**What to produce**
Please transcribe exactly the lines from the first line of the records below through the line containing "translate:-100% -50%; text-align:right", including both, and omit all pictures.
══════════
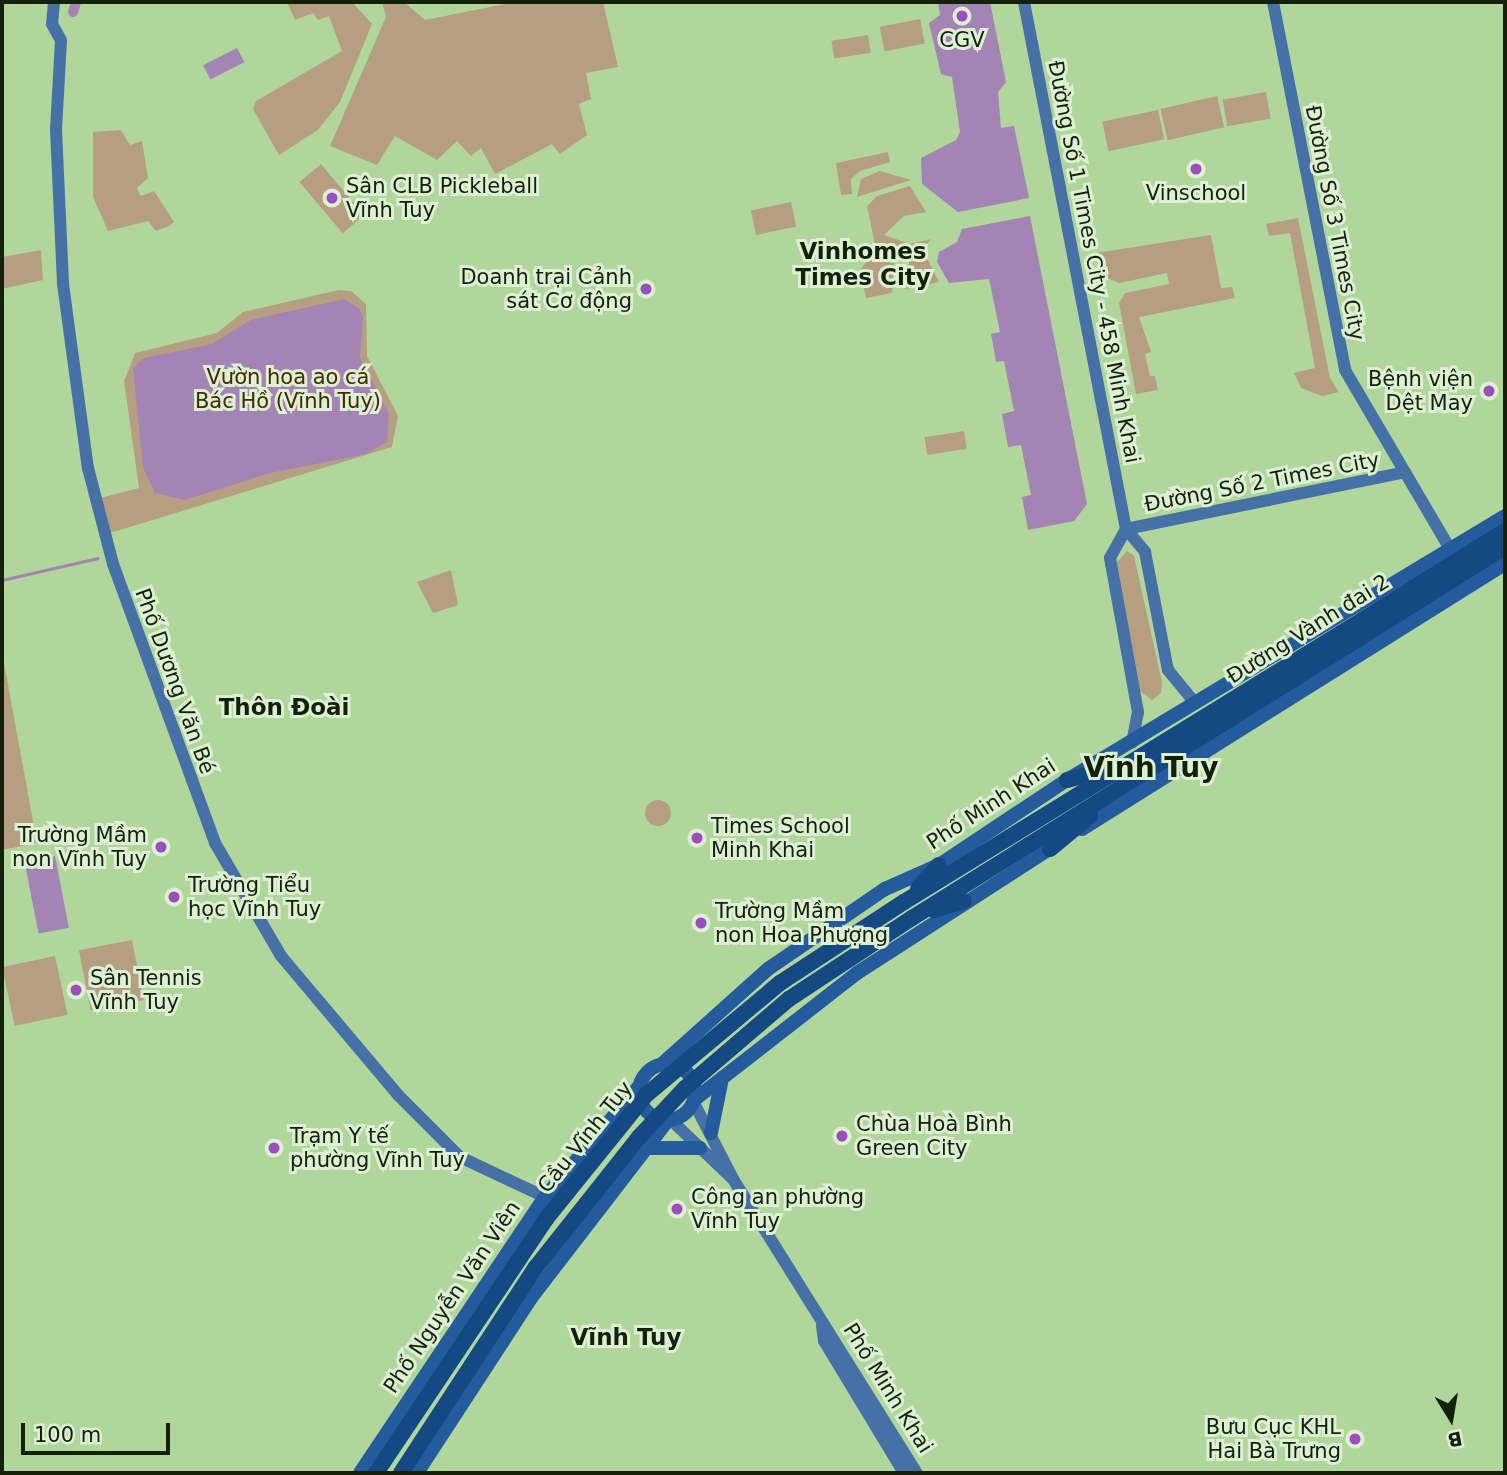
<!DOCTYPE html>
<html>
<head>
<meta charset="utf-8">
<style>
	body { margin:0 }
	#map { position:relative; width:1507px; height:1475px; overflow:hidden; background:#b1d69c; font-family:"DejaVu Sans",sans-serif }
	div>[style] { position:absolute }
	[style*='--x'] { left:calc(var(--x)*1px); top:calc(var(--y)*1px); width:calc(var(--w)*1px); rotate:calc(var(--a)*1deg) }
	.green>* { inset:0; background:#b69f81; transform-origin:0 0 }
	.round { border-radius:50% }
	.water>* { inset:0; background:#a483b5; transform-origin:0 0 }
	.stream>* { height:2.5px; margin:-1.25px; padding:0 1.25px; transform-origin:1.25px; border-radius:1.25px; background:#a483b5 }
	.canal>* { height:10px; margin:-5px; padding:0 5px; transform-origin:5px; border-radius:5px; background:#a483b5 }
	.secondary>* { height:12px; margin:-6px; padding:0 6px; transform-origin:6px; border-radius:6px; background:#4671a6 }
	.primary>* { height:14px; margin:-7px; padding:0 7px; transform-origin:7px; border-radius:7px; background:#235b9c }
	.primary>.ring { margin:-7px; padding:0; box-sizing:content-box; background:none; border:14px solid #235b9c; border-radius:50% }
	.highway>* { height:16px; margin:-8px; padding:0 8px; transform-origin:8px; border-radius:8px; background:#144984 }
	.highway-bridge>* { height:16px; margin:-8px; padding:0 8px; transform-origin:8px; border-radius:8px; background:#144984 }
	.dots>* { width:19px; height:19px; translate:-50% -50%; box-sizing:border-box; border:4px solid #ddf0d3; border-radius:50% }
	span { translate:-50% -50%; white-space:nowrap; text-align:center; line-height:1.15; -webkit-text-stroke:6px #ddf0d3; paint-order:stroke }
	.poi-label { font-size:21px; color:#13210b }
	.left { translate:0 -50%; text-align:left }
	.right { translate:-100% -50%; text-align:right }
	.street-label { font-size:21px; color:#13210b }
	.park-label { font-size:21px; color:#442a00 }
	.neighbourhood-label { font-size:23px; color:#13210b; font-weight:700 }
	.district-label { font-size:28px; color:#13210b; font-weight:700 }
	.frame { position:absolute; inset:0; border:4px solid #13210b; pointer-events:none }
	.north { position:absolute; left:1416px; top:1384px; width:70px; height:70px; -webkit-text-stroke:5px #ddf0d3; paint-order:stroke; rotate:169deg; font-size:19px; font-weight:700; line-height:28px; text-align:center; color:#13210b }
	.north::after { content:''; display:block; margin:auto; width:24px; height:32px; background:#13210b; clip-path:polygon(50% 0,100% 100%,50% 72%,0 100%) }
	.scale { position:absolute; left:21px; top:1423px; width:149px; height:32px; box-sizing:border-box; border:4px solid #13210b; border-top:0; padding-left:9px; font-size:21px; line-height:24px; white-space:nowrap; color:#13210b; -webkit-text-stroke:5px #ddf0d3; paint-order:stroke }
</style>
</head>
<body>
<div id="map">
	<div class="green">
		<i style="clip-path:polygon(287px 2px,352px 2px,372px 24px,340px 102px,318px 130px,279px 155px,253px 109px,256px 101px,342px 51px,329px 16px,318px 20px,313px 13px,295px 20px)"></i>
		<i style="clip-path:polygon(382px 2px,404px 2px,425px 20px,515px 2px,603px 2px,618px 67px,586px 73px,591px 99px,579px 104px,587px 135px,560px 154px,552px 144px,495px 174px,481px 148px,471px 156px,457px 141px,437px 160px,395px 136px,377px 165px,330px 146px,386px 17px)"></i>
		<i style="left:920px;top:19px;width:25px;height:41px;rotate:79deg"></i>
		<i style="left:868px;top:35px;width:18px;height:37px;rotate:81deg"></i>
		<i style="left:1266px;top:92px;width:27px;height:44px;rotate:80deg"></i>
		<i style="left:1217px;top:96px;width:32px;height:58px;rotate:77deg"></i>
		<i style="left:1158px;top:110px;width:30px;height:57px;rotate:78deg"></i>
		<i style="clip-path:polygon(121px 130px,130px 145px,142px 141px,148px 178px,137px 188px,141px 196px,154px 191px,174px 222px,169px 226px,156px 231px,148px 221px,108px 231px,93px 197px,93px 132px)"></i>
		<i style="clip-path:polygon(888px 152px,890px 162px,860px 171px,851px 179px,852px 194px,841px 195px,836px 163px)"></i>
		<i style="left:321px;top:164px;width:67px;height:28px;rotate:50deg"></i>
		<i style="clip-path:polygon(880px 171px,911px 180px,857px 197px,861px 179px)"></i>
		<i style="clip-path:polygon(910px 186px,926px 212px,904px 216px,884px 235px,910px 244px,932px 239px,917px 251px,902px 253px,875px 245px,867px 206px,877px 196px)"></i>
		<i style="left:791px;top:202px;width:25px;height:41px;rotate:78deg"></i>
		<i style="clip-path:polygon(1298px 218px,1330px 378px,1339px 392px,1322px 396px,1301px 388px,1294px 373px,1315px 368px,1290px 233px,1269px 236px,1266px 224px)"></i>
		<i style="clip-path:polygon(1211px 235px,1221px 288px,1232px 287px,1235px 298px,1139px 317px,1151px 352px,1145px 354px,1150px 376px,1155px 376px,1158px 390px,1136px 394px,1119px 303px,1125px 293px,1169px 284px,1167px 273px,1119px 283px,1105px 277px,1096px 253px)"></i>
		<i style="clip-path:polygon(41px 250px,43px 280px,2px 289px,2px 257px)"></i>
		<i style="clip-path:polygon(920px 257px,928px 260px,939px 282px,905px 289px,909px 262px)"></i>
		<i style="clip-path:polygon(869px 259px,894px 263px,892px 293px,866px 298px,860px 270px)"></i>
		<i style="clip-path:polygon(339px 290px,351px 291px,366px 304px,367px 356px,398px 416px,392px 447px,110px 533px,100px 498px,139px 488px,124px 381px,135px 353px,217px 333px,243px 312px)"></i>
		<i style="left:964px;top:431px;width:18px;height:40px;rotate:81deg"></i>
		<i style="clip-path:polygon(1127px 551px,1134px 556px,1162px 682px,1161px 693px,1152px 700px,1137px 689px,1117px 562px)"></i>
		<i style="clip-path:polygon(451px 570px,458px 605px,433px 613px,417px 582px)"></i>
		<i style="clip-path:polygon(2px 652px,37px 843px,2px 850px)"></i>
		<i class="round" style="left:645px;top:800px;width:26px;height:26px"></i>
		<i style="left:132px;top:940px;width:61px;height:54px;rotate:79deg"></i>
		<i style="left:55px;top:956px;width:60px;height:54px;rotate:78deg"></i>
	</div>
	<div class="water">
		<i style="clip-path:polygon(938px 2px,990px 2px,1006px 82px,998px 92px,1001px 128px,1014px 126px,1029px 198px,958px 212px,922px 184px,921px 158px,956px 140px,960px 132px,952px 77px,941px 74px,929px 23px,940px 15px)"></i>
		<i style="left:237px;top:48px;width:16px;height:38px;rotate:63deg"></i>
		<i style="clip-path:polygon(1030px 216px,1087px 504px,1074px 521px,1028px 530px,1022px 497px,1031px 495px,1021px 445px,1008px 447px,1002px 414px,1014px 411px,1004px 361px,996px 362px,991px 334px,1000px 332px,989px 279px,949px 283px,937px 262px,939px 252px,957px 242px,962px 229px)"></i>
		<i style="clip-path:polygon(344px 299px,359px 308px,363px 318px,360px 357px,389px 414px,387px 442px,366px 454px,270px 473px,185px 500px,155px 493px,143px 468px,133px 368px,144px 358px,212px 344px,251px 320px)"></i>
		<i style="left:55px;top:856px;width:73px;height:31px;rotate:79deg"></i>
	</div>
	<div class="stream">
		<i style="--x:2;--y:580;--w:98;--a:-12.9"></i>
	</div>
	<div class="canal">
		<i style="--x:73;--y:12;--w:10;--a:-73"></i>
	</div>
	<div class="secondary">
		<i style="--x:54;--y:2;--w:22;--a:95"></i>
		<i style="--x:52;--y:24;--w:18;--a:61"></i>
		<i style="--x:61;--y:40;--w:89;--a:93.2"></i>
		<i style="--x:56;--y:129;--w:155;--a:87.4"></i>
		<i style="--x:63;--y:284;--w:186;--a:82.3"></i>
		<i style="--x:88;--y:468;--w:99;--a:75.4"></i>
		<i style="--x:113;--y:564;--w:297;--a:69.9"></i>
		<i style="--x:215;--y:843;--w:131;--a:59.7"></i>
		<i style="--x:281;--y:956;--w:182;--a:49.9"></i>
		<i style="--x:398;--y:1095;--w:88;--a:45"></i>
		<i style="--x:460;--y:1157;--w:94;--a:25.2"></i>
		<i style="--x:1024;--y:2;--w:537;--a:79.05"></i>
		<i style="--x:1126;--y:529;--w:30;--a:50"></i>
		<i style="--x:1145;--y:552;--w:120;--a:79"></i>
		<i style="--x:1168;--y:670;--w:43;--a:50.7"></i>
		<i style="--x:1273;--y:2;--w:375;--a:78.9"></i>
		<i style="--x:1345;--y:370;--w:208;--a:59.6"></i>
		<i style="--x:1126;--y:529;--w:285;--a:-11.5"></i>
		<i style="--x:1126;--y:529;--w:33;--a:119"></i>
		<i style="--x:1110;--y:558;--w:157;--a:79.7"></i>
		<i style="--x:1138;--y:712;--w:31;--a:101"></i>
		<i style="--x:694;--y:1103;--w:85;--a:62.8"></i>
		<i style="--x:733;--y:1179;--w:347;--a:58"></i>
		<i style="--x:671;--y:1120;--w:86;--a:43.6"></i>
		<i style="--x:822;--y:1326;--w:15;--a:82"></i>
		<i style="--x:824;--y:1341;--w:154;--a:58.8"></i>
	</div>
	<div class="primary">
		<i style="--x:1082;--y:829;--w:499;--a:-32.1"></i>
		<i class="ring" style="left:639px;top:1064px;width:42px;height:42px"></i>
		<i style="--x:662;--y:1064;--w:142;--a:-41.9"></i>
		<i style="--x:768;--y:969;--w:142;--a:-34.4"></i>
		<i style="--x:885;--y:889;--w:59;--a:-24"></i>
		<i style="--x:939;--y:865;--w:154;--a:-33.6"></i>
		<i style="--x:1067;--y:780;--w:511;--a:-31.08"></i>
		<i style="--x:694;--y:1100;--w:207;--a:-37.9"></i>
		<i style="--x:857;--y:973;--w:240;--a:-32.8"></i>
		<i style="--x:711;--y:1133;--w:56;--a:-78.7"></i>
		<i style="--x:648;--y:1148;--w:52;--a:0"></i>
		<i style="--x:360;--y:1473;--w:332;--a:-56.2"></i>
		<i style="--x:545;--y:1197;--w:145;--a:-49.7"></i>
		<i style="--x:417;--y:1473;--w:209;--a:-56.9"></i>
		<i style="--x:531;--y:1298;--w:225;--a:-52.4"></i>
	</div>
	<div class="highway">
		<i style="--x:1067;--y:780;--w:52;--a:-14.6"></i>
		<i style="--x:1050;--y:849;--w:52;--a:-39.5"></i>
		<i style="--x:918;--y:888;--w:31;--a:-48"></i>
		<i style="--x:904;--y:902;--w:513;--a:-31.61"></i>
		<i style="--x:934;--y:910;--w:31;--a:-17"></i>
		<i style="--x:912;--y:918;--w:513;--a:-32.02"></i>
	</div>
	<div class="highway-bridge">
		<i style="--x:1341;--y:633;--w:193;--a:-31.9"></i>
		<i style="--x:1347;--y:646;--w:186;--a:-32.1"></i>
		<i style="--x:376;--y:1473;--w:306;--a:-56.2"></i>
		<i style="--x:546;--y:1219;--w:159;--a:-51.1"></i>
		<i style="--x:646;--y:1095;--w:175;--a:-39.9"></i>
		<i style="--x:780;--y:983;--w:148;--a:-33.2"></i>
		<i style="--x:401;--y:1473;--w:246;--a:-56.8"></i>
		<i style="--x:536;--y:1267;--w:166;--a:-51.6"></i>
		<i style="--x:639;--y:1137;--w:67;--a:-46.8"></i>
		<i style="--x:685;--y:1088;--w:137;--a:-40.6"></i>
		<i style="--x:789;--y:999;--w:147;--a:-33.4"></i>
	</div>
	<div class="dots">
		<i style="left:962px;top:16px;background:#9c4dbe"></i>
		<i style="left:1196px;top:169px;background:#9c4dbe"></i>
		<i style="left:332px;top:198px;background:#9c4dbe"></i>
		<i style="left:646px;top:289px;background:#9c4dbe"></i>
		<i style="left:1489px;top:391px;background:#9c4dbe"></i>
		<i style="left:697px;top:838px;background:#9c4dbe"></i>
		<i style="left:161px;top:847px;background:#9c4dbe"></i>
		<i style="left:174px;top:897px;background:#9c4dbe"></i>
		<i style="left:701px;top:923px;background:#9c4dbe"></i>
		<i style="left:76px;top:990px;background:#9c4dbe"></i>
		<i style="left:842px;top:1136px;background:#9c4dbe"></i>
		<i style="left:274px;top:1148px;background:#9c4dbe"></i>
		<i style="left:677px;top:1209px;background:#9c4dbe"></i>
		<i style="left:1355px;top:1439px;background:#9c4dbe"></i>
	</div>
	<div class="poi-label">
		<span style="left:962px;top:40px">CGV</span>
		<span class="left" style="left:346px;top:198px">Sân CLB Pickleball<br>Vĩnh Tuy</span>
		<span style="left:1196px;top:193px">Vinschool</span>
		<span class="right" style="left:632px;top:289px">Doanh trại Cảnh<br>sát Cơ động</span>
		<span class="right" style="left:1473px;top:391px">Bệnh viện<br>Dệt May</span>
		<span class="left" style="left:711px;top:838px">Times School<br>Minh Khai</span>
		<span class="right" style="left:147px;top:847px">Trường Mầm<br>non Vĩnh Tuy</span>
		<span class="left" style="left:188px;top:897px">Trường Tiểu<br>học Vĩnh Tuy</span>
		<span class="left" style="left:715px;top:923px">Trường Mầm<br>non Hoa Phượng</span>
		<span class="left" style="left:90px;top:990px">Sân Tennis<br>Vĩnh Tuy</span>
		<span class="left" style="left:856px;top:1136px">Chùa Hoà Bình<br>Green City</span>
		<span class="left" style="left:290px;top:1148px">Trạm Y tế<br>phường Vĩnh Tuy</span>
		<span class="left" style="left:691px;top:1209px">Công an phường<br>Vĩnh Tuy</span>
		<span class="right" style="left:1341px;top:1439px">Bưu Cục KHL<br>Hai Bà Trưng</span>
	</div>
	<div class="street-label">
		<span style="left:1335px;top:223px;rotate:79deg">Đường Số 3 Times City</span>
		<span style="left:1094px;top:262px;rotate:79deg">Đường Số 1 Times City - 458 Minh Khai</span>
		<span style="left:1262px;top:482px;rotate:-11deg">Đường Số 2 Times City</span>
		<span style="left:1308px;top:629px;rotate:-32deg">Đường Vành đai 2</span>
		<span style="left:175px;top:681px;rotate:70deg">Phố Dương Văn Bé</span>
		<span style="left:991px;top:804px;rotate:-33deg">Phố Minh Khai</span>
		<span style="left:585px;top:1137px;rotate:-51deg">Cầu Vĩnh Tuy</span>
		<span style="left:452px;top:1297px;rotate:-56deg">Phố Nguyễn Văn Viên</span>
		<span style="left:888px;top:1388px;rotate:58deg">Phố Minh Khai</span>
	</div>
	<div class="park-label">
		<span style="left:288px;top:389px">Vườn hoa ao cá<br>Bác Hồ (Vĩnh Tuy)</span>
	</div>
	<div class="neighbourhood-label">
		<span style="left:863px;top:264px">Vinhomes<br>Times City</span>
		<span style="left:284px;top:707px">Thôn Đoài</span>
		<span style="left:626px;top:1337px">Vĩnh Tuy</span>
	</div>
	<div class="district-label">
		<span style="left:1151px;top:768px">Vĩnh Tuy</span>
	</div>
	<div class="frame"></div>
	<div class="north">B</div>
	<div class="scale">100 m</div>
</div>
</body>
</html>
══════════
**Answer**
<!DOCTYPE html>
<html>
<head>
<meta charset="utf-8">
<style>
	body { margin:0 }
	#map { position:relative; width:1507px; height:1475px; overflow:hidden; background:#b1d69c; font-family:"DejaVu Sans",sans-serif }
	div>[style] { position:absolute }
	[style*='--x'] { left:calc(var(--x)*1px); top:calc(var(--y)*1px); width:calc(var(--w)*1px); rotate:calc(var(--a)*1deg) }
	.green>* { inset:0; background:#b69f81; transform-origin:0 0 }
	.round { border-radius:50% }
	.water>* { inset:0; background:#a483b5; transform-origin:0 0 }
	.stream>* { height:2.5px; margin:-1.25px; padding:0 1.25px; transform-origin:1.25px; border-radius:1.25px; background:#a483b5 }
	.canal>* { height:10px; margin:-5px; padding:0 5px; transform-origin:5px; border-radius:5px; background:#a483b5 }
	.secondary>* { height:12px; margin:-6px; padding:0 6px; transform-origin:6px; border-radius:6px; background:#4671a6 }
	.primary>* { height:14px; margin:-7px; padding:0 7px; transform-origin:7px; border-radius:7px; background:#235b9c }
	.primary>.ring { margin:-7px; padding:0; box-sizing:content-box; background:none; border:14px solid #235b9c; border-radius:50% }
	.highway>* { height:16px; margin:-8px; padding:0 8px; transform-origin:8px; border-radius:8px; background:#144984 }
	.highway-bridge>* { height:16px; margin:-8px; padding:0 8px; transform-origin:8px; border-radius:8px; background:#144984 }
	.dots>* { width:19px; height:19px; translate:-50% -50%; box-sizing:border-box; border:4px solid #ddf0d3; border-radius:50% }
	span { translate:-50% -50%; white-space:nowrap; text-align:center; line-height:1.15; -webkit-text-stroke:6px #ddf0d3; paint-order:stroke }
	.poi-label { font-size:21px; color:#13210b }
	.left { translate:0 -50%; text-align:left }
	.right { translate:-100% -50%; text-align:right }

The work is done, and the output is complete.